Data records Block Start

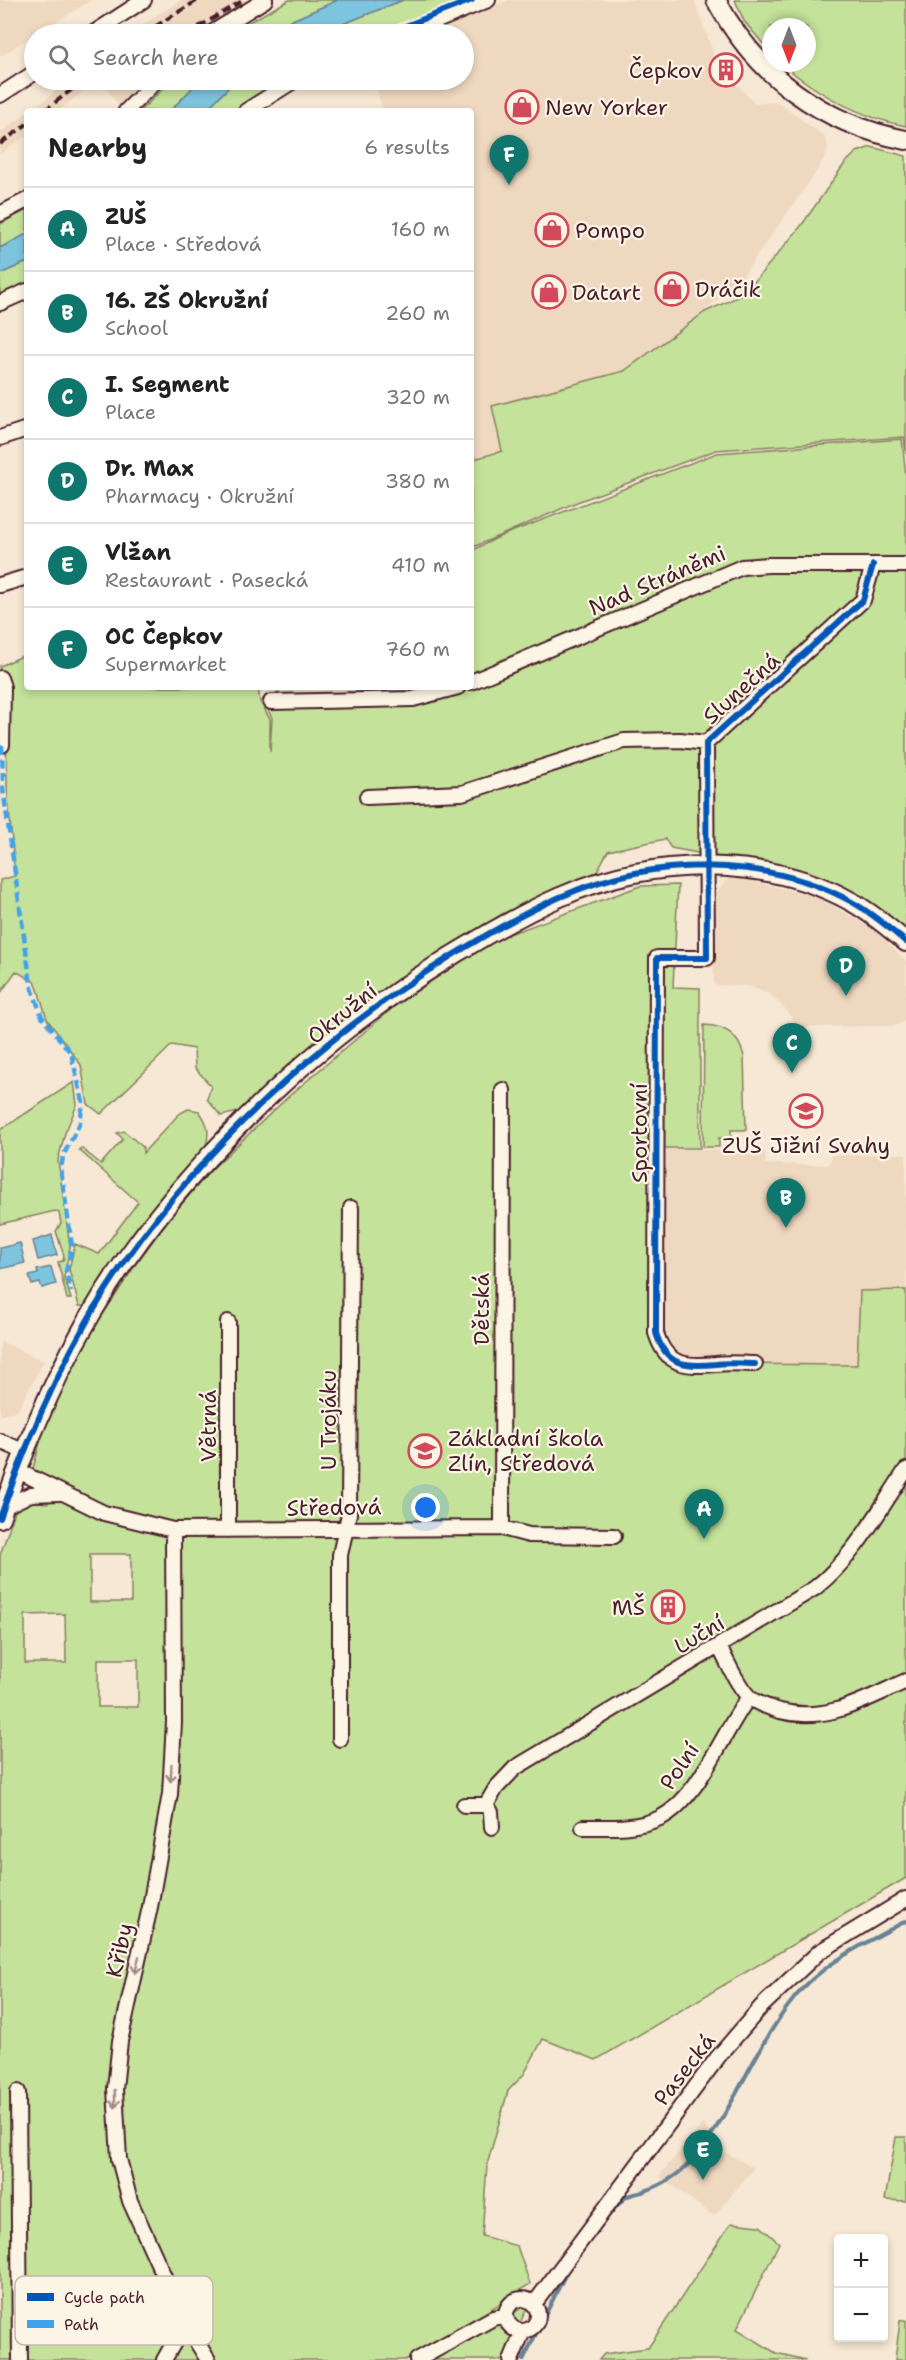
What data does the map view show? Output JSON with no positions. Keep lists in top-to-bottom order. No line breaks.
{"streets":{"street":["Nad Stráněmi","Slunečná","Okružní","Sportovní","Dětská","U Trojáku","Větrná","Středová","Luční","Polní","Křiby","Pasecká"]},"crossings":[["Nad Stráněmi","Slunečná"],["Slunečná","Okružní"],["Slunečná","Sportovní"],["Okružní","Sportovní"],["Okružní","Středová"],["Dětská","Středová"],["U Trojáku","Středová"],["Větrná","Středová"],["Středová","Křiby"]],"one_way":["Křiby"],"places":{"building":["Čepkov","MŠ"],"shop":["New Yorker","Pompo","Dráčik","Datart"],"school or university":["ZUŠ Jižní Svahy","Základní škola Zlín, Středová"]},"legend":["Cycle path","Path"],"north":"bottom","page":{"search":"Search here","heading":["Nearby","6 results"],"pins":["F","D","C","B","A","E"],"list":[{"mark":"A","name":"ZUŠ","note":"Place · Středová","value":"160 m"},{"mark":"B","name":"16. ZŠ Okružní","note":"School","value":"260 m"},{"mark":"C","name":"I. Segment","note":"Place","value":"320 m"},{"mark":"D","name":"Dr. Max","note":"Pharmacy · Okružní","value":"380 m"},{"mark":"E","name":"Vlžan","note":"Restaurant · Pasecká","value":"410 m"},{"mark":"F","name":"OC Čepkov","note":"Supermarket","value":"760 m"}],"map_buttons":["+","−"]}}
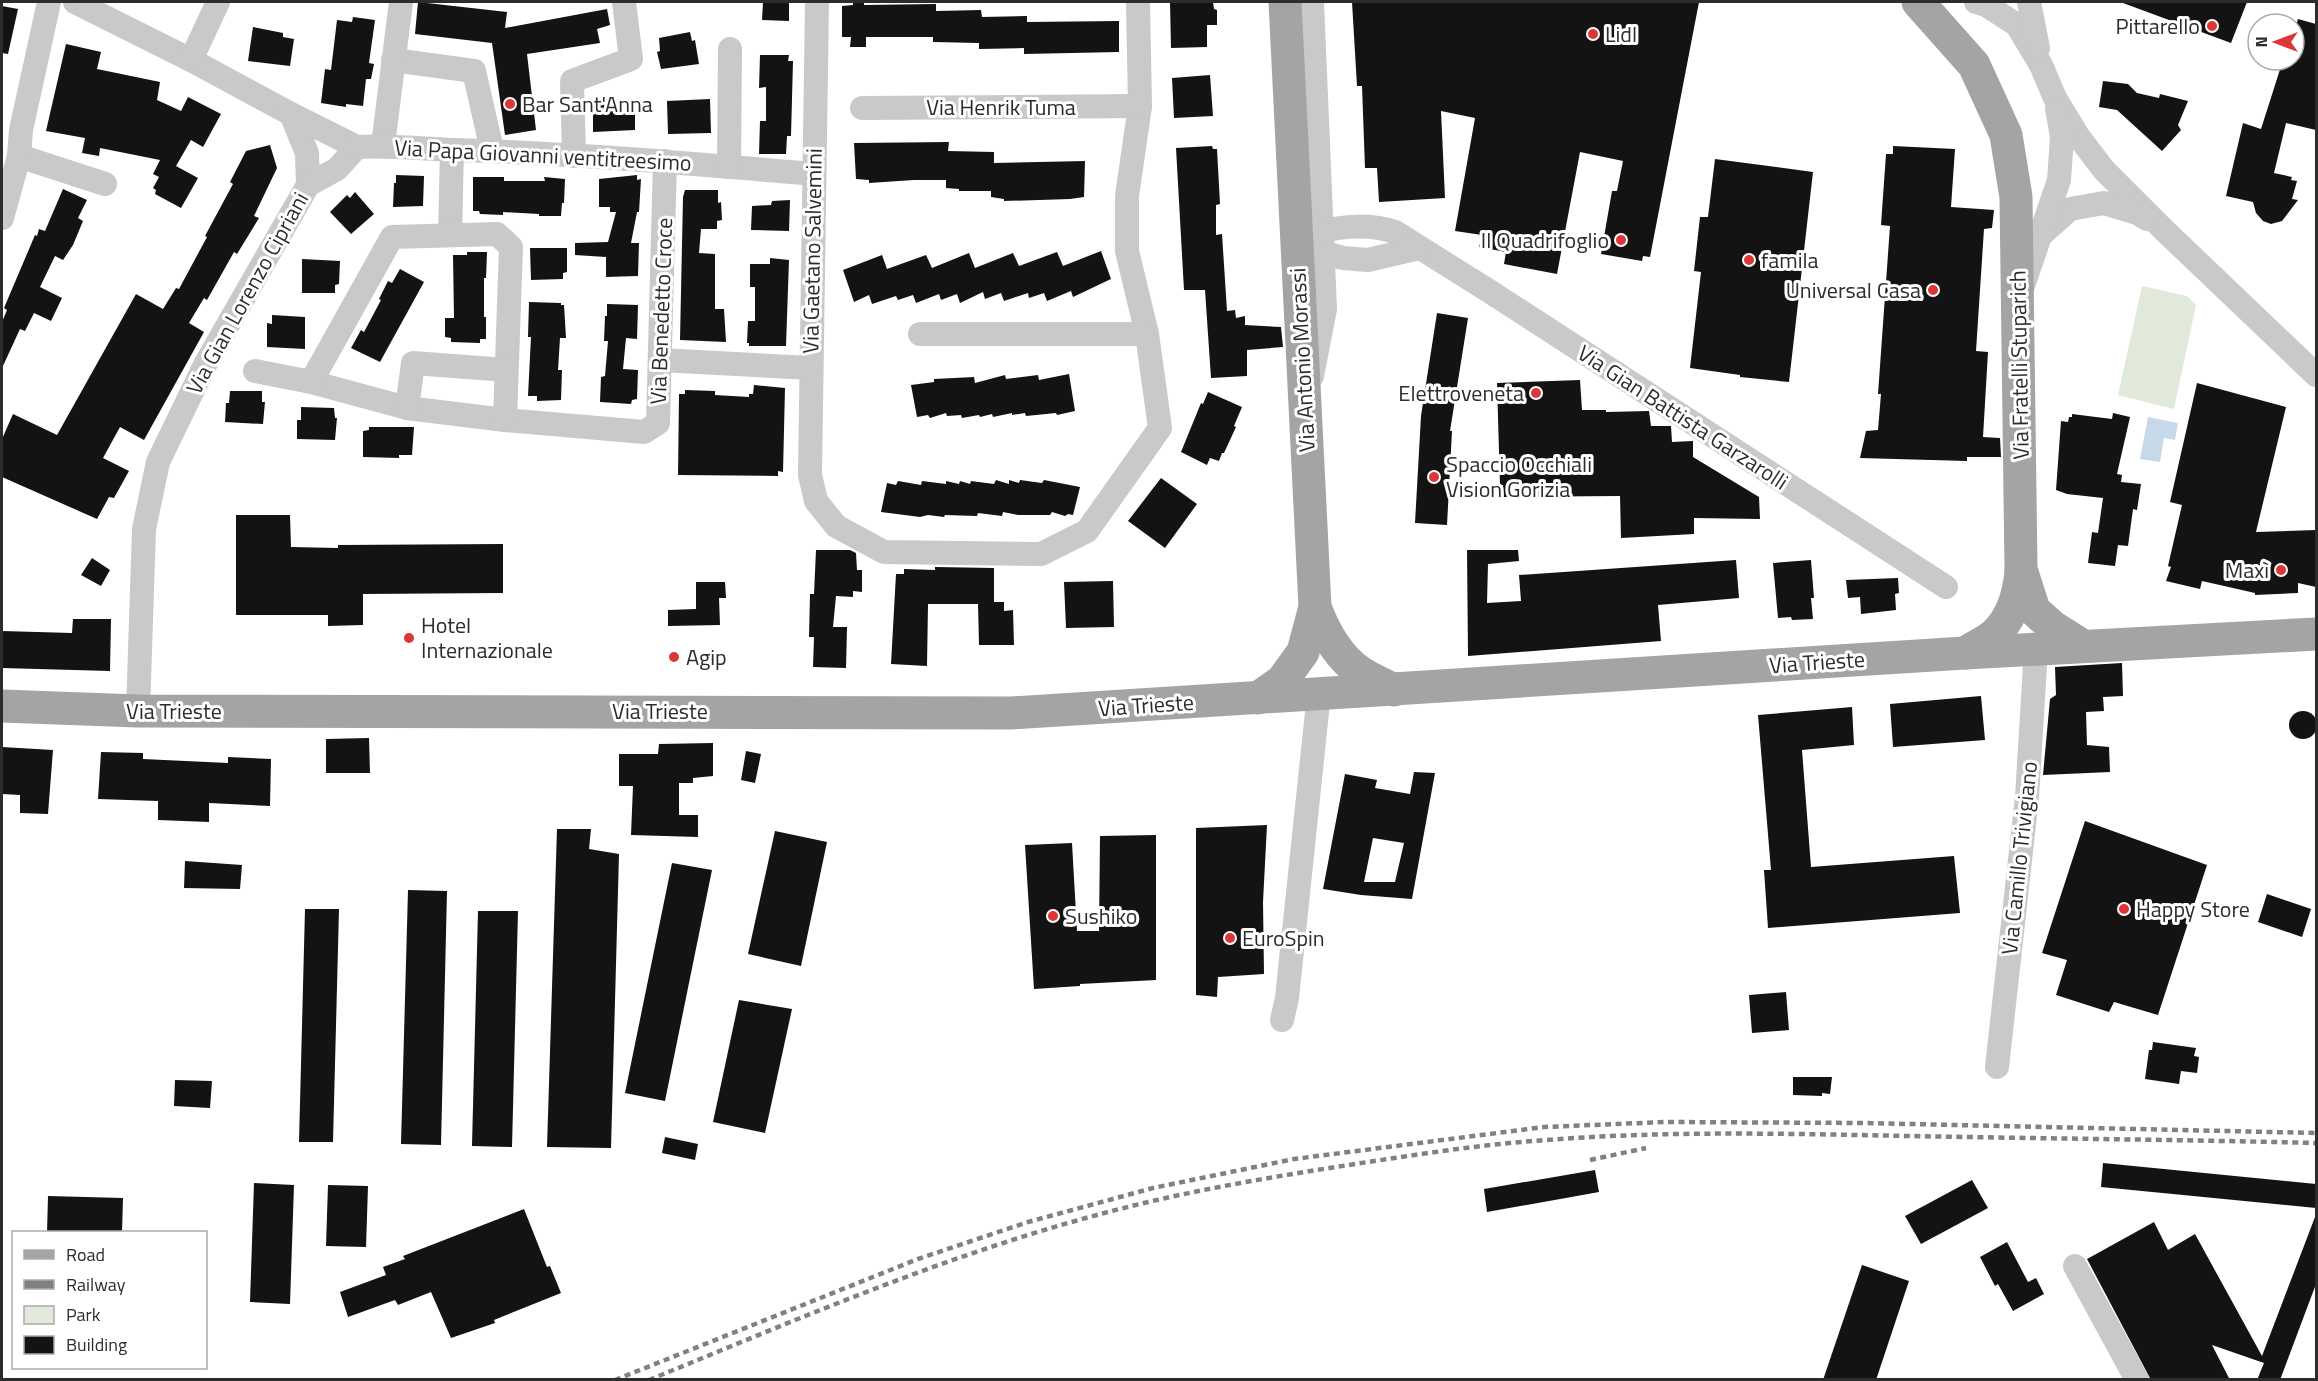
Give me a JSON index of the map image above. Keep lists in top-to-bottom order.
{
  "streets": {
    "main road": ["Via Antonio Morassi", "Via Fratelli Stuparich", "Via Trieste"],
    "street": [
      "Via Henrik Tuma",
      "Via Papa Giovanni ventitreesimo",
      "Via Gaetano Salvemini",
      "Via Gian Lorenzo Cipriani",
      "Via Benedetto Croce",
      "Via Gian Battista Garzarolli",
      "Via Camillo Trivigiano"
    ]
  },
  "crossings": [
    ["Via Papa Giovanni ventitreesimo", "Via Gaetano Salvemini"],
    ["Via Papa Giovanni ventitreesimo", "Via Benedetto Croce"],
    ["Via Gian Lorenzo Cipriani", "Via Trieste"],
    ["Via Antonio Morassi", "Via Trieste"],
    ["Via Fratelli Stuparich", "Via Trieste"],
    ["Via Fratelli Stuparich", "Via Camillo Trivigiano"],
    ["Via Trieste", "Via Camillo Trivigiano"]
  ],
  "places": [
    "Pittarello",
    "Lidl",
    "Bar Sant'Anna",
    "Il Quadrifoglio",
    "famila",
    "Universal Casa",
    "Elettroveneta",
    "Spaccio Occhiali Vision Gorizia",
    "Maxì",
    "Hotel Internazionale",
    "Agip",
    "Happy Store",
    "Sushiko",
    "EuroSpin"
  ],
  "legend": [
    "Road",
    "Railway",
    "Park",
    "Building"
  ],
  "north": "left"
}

Data records Block End

• Assignment:
Each line of the records is to be reproduced exactly, and each picture dropped.

• Written solution:
What data does the map view show? Output JSON with no positions. Keep lists in top-to-bottom order. No line breaks.
{"streets":{"street":["Nad Stráněmi","Slunečná","Okružní","Sportovní","Dětská","U Trojáku","Větrná","Středová","Luční","Polní","Křiby","Pasecká"]},"crossings":[["Nad Stráněmi","Slunečná"],["Slunečná","Okružní"],["Slunečná","Sportovní"],["Okružní","Sportovní"],["Okružní","Středová"],["Dětská","Středová"],["U Trojáku","Středová"],["Větrná","Středová"],["Středová","Křiby"]],"one_way":["Křiby"],"places":{"building":["Čepkov","MŠ"],"shop":["New Yorker","Pompo","Dráčik","Datart"],"school or university":["ZUŠ Jižní Svahy","Základní škola Zlín, Středová"]},"legend":["Cycle path","Path"],"north":"bottom","page":{"search":"Search here","heading":["Nearby","6 results"],"pins":["F","D","C","B","A","E"],"list":[{"mark":"A","name":"ZUŠ","note":"Place · Středová","value":"160 m"},{"mark":"B","name":"16. ZŠ Okružní","note":"School","value":"260 m"},{"mark":"C","name":"I. Segment","note":"Place","value":"320 m"},{"mark":"D","name":"Dr. Max","note":"Pharmacy · Okružní","value":"380 m"},{"mark":"E","name":"Vlžan","note":"Restaurant · Pasecká","value":"410 m"},{"mark":"F","name":"OC Čepkov","note":"Supermarket","value":"760 m"}],"map_buttons":["+","−"]}}
Give me a JSON index of the map image above. Keep lists in top-to-bottom order.
{
  "streets": {
    "main road": ["Via Antonio Morassi", "Via Fratelli Stuparich", "Via Trieste"],
    "street": [
      "Via Henrik Tuma",
      "Via Papa Giovanni ventitreesimo",
      "Via Gaetano Salvemini",
      "Via Gian Lorenzo Cipriani",
      "Via Benedetto Croce",
      "Via Gian Battista Garzarolli",
      "Via Camillo Trivigiano"
    ]
  },
  "crossings": [
    ["Via Papa Giovanni ventitreesimo", "Via Gaetano Salvemini"],
    ["Via Papa Giovanni ventitreesimo", "Via Benedetto Croce"],
    ["Via Gian Lorenzo Cipriani", "Via Trieste"],
    ["Via Antonio Morassi", "Via Trieste"],
    ["Via Fratelli Stuparich", "Via Trieste"],
    ["Via Fratelli Stuparich", "Via Camillo Trivigiano"],
    ["Via Trieste", "Via Camillo Trivigiano"]
  ],
  "places": [
    "Pittarello",
    "Lidl",
    "Bar Sant'Anna",
    "Il Quadrifoglio",
    "famila",
    "Universal Casa",
    "Elettroveneta",
    "Spaccio Occhiali Vision Gorizia",
    "Maxì",
    "Hotel Internazionale",
    "Agip",
    "Happy Store",
    "Sushiko",
    "EuroSpin"
  ],
  "legend": [
    "Road",
    "Railway",
    "Park",
    "Building"
  ],
  "north": "left"
}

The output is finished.